ED visits more likely among the very young and on evenings, weekends; 1 in 15 children leave before the end of their visit
April 24, 2008 – In 2005-2006, 1 in 4 emergency department visits in Ontario were made by children (newborn to 17 years). This represents more than one million visits made by about 685,000 children, according to a new analysis by the Canadian Institute for Health Information (CIHI). The analysis found that nearly 1 in 3 of these children visited the emergency department (ED) more than once in the year, and 1 in 15-or more than 51,000 children-returned to the emergency department within 72 hours of their previous visit. The analysis, Children and Emergency Departments in Ontario, is CIHI’s first to examine when children come to emergency departments, how long they wait and what happens at the end of their visit.
“Making a trip to an emergency room with a sick or injured child can be a stressful experience for a young family. But it is also a common experience for Canadian families,” says Heather Dawson, Manager of Health Services Research at CIHI. “In Canada, Ontario has played a leading role in the collection of emergency department information. By understanding how and when children are using emergency departments, those managing the health system in Ontario can now better plan how to meet the health needs of children.”
Children younger than 5 most likely to visit EDs
By age group, children between the ages of 1 and 4 had the highest number of visits to Ontario emergency departments, making more than 323,000 emergency department visits in 2005–2006. This represents more than 1 visit for every 2 children between the ages of 1 and 4 in Ontario (or 596 visits per 1,000 population). In comparison, the overall average rate of emergency department visits for all children younger than age 18 was 386 per 1,000 population younger than 18, or 1 visit for every 3 children.
Newborns and babies younger than age one had the highest rate of emergency department visits, with 802 visits per 1,000 infants. Infants were also more likely to visit the emergency department more than once in the year, with 43% of these patients making repeat visits.
“Health planners can use this information as a starting point to examine what health services are available outside of the hospital setting in their area,” says Marilyn Booth, Executive Director of the Provincial Council for Children’s Health. “There may be opportunities to help new parents, particularly first-time parents, to identify and understand common medical conditions they are likely to encounter in the first year of their child’s life.”

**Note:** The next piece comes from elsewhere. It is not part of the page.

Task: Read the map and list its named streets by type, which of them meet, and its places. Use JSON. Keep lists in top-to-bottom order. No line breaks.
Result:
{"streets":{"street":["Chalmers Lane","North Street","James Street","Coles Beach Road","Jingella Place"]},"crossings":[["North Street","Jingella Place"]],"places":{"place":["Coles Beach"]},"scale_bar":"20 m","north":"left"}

Visits more likely on weeknights, Sundays
Regardless of age group, children were more likely to arrive at the emergency department in the evening. The most common time of day for children to visit the emergency department was between 7 p.m. and 8 p.m., and the most common day of the week for visits was Sunday.

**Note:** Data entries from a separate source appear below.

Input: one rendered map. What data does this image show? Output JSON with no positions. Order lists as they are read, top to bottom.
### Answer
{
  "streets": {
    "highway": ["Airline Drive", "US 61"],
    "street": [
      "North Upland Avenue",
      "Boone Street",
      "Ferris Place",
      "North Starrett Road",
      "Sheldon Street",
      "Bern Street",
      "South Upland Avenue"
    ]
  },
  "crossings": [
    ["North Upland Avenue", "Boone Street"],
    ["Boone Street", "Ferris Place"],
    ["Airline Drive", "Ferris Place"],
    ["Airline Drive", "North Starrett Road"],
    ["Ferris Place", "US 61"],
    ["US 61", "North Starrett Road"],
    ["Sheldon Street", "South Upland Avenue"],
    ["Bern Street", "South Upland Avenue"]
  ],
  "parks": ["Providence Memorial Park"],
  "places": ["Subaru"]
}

In comparison, adults and seniors were more likely to visit Ontario emergency departments on Mondays, with arrivals peaking between 10 a.m. and 11 a.m.
Half of all children complete visit in less than two hours, but 1 in 15 leave before end of visit
Overall, wait times for children in Ontario emergency departments were slightly shorter than for adults in 2005–2006, with half of all children completing their emergency department visits in less than two hours. However, some children experienced longer waits. For example, while 1 in 10 completed their visit in 35 minutes or less, 1 in 10 children spent five hours or more from arrival to visit completion, and nearly 50,000 children left before their visit was complete. Of these children, 13% returned to the emergency department within 72 hours.

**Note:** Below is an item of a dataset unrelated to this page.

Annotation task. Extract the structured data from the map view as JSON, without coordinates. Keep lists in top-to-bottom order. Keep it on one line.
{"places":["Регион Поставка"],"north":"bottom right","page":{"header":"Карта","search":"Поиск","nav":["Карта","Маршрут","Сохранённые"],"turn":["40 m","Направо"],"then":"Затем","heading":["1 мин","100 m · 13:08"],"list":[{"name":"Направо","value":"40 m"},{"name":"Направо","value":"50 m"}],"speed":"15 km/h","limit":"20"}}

Wait times vary by hospital type and by region
Emergency department wait times also varied significantly by Ontario health region, or local health integration network (LHIN), in 2005–2006. Children experienced the longest median waits to see an emergency department physician in Waterloo Wellington (1.5 hours), Toronto Central and Champlain (1.2 hours each), while the South East LHIN had the shortest median wait time (0.6 hours).
CIHI’s analysis found that both median waits to see a physician and the total time children spent in Ontario emergency departments were longer on average in pediatric academic health sciences centres (PAHSCs, teaching hospitals that treat children in their emergency departments). However, the vast majority of children’s emergency department visits (82%) occurred in general hospitals.
The Canadian Institute for Health Information (CIHI) collects and analyzes information on health and health care in Canada and makes it publicly available. Canada’s federal, provincial and territorial governments created CIHI as a not-for-profit, independent organization dedicated to forging a common approach to Canadian health information. CIHI’s goal: to provide timely, accurate and comparable information. CIHI’s data and reports inform health policies, support the effective delivery of health services and raise awareness among Canadians of the factors that contribute to good health. www.cihi.ca
About CIHI’s National Ambulatory Care Reporting System
The National Ambulatory Care Reporting System (NACRS) includes data for all hospital-based and community-based ambulatory care, including emergency departments, day surgery and outpatient clinics. The province of Ontario is taking a leadership role in the collection on a province-wide basis of this information, which is used by policy-makers, researchers and ambulatory care providers to support the study of clinical outcomes and health status of Canadians. The goal of NACRS is to assist with the evaluation of the management of ambulatory care services in Canadian health care facilities and to facilitate provincial and national comparative reporting.